Working on a project with two male colleagues, Prasser's period cramps became distracting so she took the rest of the day off.
"I hadn't worked closely with them [the two colleagues] before," she told news.com.au.
"On one of these days we had a lot of work to do, I ended up having the worst period pains.
"I told them, 'I'm taking my period leave, I'll be back tomorrow.' It was awesome."
Prasser, 30, has struggled with painful periods most of her life.
She has often lied to teachers, lecturers and bosses whenever she had to take time for her period, saying she was sick.
It's "liberating" to be able to tell the truth, she said.
"[You're] not supposed to talk about it [periods] at school. You get into the workplace and you're not supposed to mention it.
"It's not very dignified to have to lie."
Prasser was part of the team that devised Future Super's "Bloody Good Policy", based loosely on the same policy of the Victorian Women's Trust, which gave employees menstrual leave in 2017.
Future Super has made its policy accessible on a Google Document, which can be viewed by anyone, so any company can follow in its footsteps.
Since the period leave was introduced in January, about 22 per cent of female employees have used it.
Future Super has 60 employees, about half of them women.
Experts consider Australia to be leading the world in terms of menstrual and menopausal leave.
But not everyone thinks it's a good thing.
Professor Marian Baird, from the University of Sydney Business School, said it remained to be seen whether the policy was a step forward or backwards for gender equality.

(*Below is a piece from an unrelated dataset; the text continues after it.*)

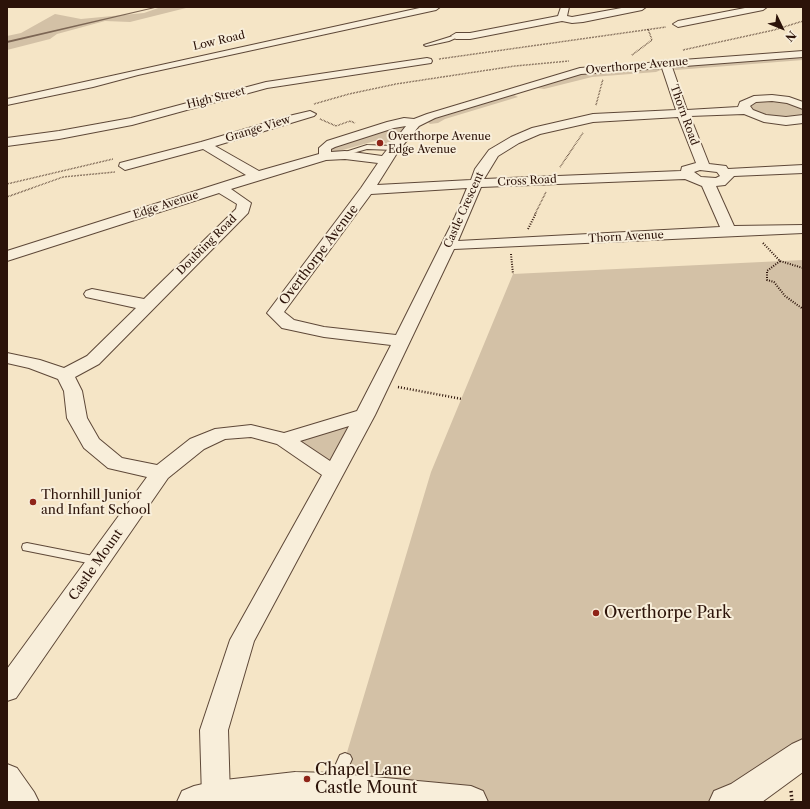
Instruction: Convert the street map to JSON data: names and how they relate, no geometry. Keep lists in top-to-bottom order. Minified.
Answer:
{"streets":{"street":["Low Road","Overthorpe Avenue","High Street","Thorn Road","Grange View","Cross Road","Edge Avenue","Castle Crescent","Thorn Avenue","Doubting Road","Castle Mount"]},"crossings":[["Overthorpe Avenue","Thorn Road"],["Overthorpe Avenue","Cross Road"],["Overthorpe Avenue","Edge Avenue"],["Overthorpe Avenue","Castle Crescent"],["Thorn Road","Castle Crescent"],["Grange View","Edge Avenue"],["Cross Road","Castle Crescent"],["Edge Avenue","Doubting Road"],["Castle Crescent","Thorn Avenue"]],"places":["Overthorpe Avenue Edge Avenue","Thornhill Junior and Infant School","Overthorpe Park","Chapel Lane Castle Mount"],"north":"bottom right"}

"On the one hand there are those, including quite well-known feminists, who oppose it because it sets up another potential reason for employers to not employ women," she told news.com.au.
"On the other hand there is growing evidence that … this is good not just for women, but also productivity."
Baird says after years of trying to make women treated the same as their male counterparts, menstrual leave "draws out the difference".
"I would be cautious about policies that might give employers reasons to consciously or unconsciously not employ women," she said.
However, she also pointed out that when maternity and paternity leave was first introduced, people opposed it.
Only time will tell how menstrual leave goes.
Most workers don't take enough leave, especially new fathers entitled to paternity leave.
Baird chalked this up to "stigmas", as taking leave is often viewed as lazy workers.
"Very few people exploit their leaves, we know that in the data itself," she said.
She expects the same will happen among female colleagues entitled to menstrual leave.
"I think we're on the brink of a change; it's a generational change," Baird said.
"Younger women are much more open about what goes on in their bodies. That taboo is going away."
Indeed, Prasser has noticed a change at Future Super since they introduced menstrual leave.
One worker was away and changed her work status to an emoji of a pad, signposting to colleagues she was off on menstrual leave.
"I don't think it's the woman who should feel embarrassed around it," Prasser said.